Early in the scripted tour, four stylized vessels, and a chipper young tour presenter, greet us. The vessels outline the process for making beer: water, barley, hops and Heineken’s special “A” yeast.

Next stop is a handsome room full of very large copper vessels, in which the beer was brewed until 1988. We find more tour presenters who tell us about water, barley, hops and Heineken “A” yeast.

Then a path out of this room, with graphics that tells us about water, barley, hops and Heineken “A” yeast.

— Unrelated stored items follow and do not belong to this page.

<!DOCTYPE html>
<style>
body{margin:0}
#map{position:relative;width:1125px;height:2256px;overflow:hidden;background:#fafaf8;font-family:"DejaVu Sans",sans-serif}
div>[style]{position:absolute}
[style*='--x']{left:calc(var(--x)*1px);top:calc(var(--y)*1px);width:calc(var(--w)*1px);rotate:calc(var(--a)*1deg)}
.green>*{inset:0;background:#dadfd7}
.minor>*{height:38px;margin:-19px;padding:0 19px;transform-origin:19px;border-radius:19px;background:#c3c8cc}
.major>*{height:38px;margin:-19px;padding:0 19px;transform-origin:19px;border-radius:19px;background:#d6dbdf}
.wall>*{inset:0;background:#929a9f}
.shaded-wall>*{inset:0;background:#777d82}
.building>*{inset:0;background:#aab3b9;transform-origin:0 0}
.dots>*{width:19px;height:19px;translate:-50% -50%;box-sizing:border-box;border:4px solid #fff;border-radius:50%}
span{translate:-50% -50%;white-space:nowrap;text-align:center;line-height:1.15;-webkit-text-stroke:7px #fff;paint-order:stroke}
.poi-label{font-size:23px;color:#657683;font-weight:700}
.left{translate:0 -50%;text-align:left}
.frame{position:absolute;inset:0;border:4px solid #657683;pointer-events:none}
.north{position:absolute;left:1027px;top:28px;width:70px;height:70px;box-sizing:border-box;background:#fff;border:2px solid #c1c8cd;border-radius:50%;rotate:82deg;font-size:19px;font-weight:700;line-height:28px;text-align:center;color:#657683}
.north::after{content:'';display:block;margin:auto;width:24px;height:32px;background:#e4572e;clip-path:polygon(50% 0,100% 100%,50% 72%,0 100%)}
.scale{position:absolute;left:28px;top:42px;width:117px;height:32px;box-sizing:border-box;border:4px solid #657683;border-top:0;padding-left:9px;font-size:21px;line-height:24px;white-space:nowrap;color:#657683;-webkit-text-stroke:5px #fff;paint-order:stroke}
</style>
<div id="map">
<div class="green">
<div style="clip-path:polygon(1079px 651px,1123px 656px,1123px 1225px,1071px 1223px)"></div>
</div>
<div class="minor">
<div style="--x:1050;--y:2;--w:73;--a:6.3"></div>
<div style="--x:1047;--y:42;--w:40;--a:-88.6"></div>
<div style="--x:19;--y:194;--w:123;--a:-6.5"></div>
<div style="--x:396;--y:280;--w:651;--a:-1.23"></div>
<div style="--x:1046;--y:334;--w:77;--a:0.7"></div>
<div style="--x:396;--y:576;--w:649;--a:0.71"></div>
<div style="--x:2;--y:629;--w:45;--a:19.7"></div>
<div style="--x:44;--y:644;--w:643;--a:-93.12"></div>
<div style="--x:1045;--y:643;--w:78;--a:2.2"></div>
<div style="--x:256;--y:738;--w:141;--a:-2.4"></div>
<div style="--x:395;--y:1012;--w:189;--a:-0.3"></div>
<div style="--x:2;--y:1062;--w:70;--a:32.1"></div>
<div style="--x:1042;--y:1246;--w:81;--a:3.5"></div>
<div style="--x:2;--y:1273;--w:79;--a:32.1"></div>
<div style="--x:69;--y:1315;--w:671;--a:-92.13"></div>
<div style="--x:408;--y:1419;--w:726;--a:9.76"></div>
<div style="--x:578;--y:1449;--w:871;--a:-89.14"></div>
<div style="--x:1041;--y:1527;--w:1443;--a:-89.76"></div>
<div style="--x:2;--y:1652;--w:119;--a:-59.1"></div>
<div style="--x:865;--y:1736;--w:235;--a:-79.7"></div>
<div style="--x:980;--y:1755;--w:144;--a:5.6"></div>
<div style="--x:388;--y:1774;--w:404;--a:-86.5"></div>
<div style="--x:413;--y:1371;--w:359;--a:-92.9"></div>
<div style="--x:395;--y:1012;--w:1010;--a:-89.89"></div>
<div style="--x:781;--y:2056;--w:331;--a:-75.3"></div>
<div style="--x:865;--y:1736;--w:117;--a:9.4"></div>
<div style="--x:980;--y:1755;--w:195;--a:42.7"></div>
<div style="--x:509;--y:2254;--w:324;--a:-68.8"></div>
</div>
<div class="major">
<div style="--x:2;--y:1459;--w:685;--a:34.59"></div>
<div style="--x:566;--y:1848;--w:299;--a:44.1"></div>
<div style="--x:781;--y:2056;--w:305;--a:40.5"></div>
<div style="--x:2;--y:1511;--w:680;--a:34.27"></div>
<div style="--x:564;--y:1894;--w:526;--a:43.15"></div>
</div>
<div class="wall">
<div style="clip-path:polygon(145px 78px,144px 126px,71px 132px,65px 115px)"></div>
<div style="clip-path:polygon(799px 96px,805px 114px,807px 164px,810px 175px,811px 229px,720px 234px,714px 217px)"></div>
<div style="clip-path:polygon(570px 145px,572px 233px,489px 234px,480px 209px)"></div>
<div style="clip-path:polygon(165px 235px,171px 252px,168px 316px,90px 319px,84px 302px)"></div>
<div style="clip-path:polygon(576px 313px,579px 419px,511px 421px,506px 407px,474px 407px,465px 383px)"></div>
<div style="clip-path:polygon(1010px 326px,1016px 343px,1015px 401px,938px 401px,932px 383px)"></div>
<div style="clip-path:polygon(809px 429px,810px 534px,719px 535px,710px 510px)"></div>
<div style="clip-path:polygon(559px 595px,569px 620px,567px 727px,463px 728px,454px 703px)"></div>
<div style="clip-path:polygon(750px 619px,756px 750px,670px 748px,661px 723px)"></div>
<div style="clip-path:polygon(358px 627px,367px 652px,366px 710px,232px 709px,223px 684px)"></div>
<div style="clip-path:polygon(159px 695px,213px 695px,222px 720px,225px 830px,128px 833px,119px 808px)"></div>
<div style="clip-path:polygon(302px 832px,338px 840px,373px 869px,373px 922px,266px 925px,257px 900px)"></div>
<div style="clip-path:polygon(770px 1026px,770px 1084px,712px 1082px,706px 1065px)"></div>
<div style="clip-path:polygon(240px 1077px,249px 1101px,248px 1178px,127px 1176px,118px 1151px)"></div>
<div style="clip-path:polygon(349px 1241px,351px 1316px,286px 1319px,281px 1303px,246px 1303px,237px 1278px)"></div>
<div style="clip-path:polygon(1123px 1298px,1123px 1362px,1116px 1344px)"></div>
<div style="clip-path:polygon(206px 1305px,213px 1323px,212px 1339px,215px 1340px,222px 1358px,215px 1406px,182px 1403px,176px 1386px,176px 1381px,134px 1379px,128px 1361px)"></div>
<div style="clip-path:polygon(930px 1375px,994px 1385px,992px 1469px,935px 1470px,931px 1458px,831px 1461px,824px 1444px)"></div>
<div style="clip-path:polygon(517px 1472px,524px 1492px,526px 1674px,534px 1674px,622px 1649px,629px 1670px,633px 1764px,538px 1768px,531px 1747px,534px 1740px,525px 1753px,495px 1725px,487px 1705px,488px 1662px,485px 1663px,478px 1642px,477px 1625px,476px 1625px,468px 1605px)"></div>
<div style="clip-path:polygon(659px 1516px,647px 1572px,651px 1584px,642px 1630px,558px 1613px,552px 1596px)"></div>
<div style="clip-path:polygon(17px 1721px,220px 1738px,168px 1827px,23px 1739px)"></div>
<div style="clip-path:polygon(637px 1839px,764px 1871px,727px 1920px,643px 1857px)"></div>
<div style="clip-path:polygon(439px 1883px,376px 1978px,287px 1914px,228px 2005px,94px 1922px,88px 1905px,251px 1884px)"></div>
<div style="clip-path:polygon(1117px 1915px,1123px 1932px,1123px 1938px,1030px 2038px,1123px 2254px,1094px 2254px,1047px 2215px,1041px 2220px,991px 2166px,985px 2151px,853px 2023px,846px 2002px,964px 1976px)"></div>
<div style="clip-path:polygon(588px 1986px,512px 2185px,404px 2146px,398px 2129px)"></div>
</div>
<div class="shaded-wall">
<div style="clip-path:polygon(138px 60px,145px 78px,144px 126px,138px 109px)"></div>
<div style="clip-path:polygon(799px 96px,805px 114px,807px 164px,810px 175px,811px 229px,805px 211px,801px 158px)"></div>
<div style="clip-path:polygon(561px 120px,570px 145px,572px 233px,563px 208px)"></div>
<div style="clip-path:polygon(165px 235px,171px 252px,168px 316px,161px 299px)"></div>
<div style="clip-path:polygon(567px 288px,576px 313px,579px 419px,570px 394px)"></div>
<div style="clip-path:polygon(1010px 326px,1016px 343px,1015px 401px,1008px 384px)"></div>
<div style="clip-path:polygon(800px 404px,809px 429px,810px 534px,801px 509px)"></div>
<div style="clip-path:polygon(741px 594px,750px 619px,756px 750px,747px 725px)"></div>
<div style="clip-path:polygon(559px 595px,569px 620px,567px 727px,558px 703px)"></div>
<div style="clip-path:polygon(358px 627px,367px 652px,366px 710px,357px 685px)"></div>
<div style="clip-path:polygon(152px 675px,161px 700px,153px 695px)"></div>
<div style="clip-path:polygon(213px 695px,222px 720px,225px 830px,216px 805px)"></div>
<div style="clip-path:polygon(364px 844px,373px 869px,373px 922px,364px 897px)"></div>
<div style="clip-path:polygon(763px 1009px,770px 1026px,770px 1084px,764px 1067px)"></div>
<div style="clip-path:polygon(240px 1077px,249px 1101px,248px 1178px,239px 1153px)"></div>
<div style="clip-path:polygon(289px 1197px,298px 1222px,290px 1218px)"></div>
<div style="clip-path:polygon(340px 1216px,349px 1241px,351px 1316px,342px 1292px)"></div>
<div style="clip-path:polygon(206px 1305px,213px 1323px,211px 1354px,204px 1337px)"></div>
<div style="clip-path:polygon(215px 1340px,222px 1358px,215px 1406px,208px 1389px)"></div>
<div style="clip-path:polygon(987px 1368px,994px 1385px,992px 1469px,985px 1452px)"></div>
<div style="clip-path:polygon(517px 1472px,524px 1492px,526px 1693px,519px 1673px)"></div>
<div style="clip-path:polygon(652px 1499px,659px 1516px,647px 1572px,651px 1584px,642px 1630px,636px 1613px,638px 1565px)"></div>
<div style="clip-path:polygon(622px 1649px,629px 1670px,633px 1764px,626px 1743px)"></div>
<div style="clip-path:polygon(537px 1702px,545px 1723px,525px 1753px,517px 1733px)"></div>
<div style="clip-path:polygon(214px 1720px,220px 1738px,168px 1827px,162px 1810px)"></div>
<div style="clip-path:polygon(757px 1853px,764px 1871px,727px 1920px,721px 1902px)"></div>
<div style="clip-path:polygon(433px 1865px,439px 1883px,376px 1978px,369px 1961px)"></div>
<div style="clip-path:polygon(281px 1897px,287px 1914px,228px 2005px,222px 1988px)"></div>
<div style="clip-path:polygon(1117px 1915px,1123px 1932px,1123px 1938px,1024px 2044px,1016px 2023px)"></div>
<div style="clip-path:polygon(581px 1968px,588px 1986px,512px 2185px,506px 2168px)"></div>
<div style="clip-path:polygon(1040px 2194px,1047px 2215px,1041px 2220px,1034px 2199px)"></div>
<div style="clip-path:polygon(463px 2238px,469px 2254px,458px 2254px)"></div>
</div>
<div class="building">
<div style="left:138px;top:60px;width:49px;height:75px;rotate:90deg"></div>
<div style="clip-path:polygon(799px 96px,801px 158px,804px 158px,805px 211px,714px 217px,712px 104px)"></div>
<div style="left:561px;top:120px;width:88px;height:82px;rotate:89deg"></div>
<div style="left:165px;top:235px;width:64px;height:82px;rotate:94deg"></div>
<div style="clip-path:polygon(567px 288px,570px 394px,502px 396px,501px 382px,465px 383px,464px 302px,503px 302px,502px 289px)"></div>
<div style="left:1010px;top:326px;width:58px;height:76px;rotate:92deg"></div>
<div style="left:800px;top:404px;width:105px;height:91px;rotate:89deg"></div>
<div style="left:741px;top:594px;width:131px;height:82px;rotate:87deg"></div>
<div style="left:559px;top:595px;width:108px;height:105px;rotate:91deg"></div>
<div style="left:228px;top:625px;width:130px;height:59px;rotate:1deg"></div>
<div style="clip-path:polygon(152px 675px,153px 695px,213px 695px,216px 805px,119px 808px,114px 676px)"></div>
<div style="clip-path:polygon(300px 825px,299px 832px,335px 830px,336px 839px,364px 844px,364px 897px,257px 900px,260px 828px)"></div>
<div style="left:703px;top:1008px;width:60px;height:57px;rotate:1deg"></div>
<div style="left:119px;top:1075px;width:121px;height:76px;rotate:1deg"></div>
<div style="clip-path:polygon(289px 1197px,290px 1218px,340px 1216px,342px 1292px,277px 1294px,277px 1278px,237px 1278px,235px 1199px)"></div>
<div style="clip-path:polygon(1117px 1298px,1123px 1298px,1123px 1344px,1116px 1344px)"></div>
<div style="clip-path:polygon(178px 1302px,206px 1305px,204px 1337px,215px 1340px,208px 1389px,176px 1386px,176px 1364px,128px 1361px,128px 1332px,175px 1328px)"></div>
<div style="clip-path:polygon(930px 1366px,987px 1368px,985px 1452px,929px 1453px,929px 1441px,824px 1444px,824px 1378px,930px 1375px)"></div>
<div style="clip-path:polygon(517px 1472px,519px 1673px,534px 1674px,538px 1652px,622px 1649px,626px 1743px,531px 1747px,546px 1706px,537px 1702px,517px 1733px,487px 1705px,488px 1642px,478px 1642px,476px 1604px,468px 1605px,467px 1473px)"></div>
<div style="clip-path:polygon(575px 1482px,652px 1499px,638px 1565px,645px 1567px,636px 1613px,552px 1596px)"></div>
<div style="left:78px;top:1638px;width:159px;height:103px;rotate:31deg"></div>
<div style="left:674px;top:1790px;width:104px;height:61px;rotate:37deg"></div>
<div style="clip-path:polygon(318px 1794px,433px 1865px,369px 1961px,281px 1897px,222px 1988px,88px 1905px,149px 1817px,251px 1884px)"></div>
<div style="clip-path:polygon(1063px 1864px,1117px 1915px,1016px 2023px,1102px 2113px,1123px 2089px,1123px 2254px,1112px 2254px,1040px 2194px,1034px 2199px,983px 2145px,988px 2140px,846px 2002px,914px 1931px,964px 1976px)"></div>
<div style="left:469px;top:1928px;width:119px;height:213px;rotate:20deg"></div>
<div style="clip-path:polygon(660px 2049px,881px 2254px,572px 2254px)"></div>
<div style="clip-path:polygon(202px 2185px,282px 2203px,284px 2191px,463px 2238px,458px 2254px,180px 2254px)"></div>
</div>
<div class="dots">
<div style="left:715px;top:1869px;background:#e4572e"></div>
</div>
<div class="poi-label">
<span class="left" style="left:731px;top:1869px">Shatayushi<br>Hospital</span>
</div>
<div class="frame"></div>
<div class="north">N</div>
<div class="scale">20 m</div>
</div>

We think that the tour designers were finally confident that we internalized the water, barley, hops and Heineken”A” yeast sequence because the next few rooms were multimedia extravaganzas. Lots of shiny green graphics spinning on walls, floor and ceiling.

Did we look as stunned as they?

At this point, we finally realized that we’d payed 42€ to stroll through a Heineken commercial. The last stop was, yes, a tasting: two glasses of, well, Heineken. Yep, it’s Heineken.


Another contemporary interior, this time to match an inventive menu. The hostess squeezed us in around a tiny corner table, very close to our dining neighbors. We felt precarious in this time of covid, but chose to stay positive. The approach here is a favorite one: the chef decides what we’ll have; each plate is a surprise. Fortunately, this chef is very accomplished. A delicious meal.


A fun seafood restaurant with a theatrical approach. Your first stop upon arrival is at what looks like a fish market. Raw fish and seafood are displayed on a bed of ice. The young extraverted “fish monger” explains what is available and how each can be cooked. Our job is to make choices for starters and main courses. And sides from the departure-board of options. Next stop is a mini wine shop. Wine selected — a nice rosé — we’re shown to a bare table. Shortly dishes start to arrive, fresh and hot. Very casual, a bit of a loud party atmosphere, and very tasty seafood. This one we will happily visit again.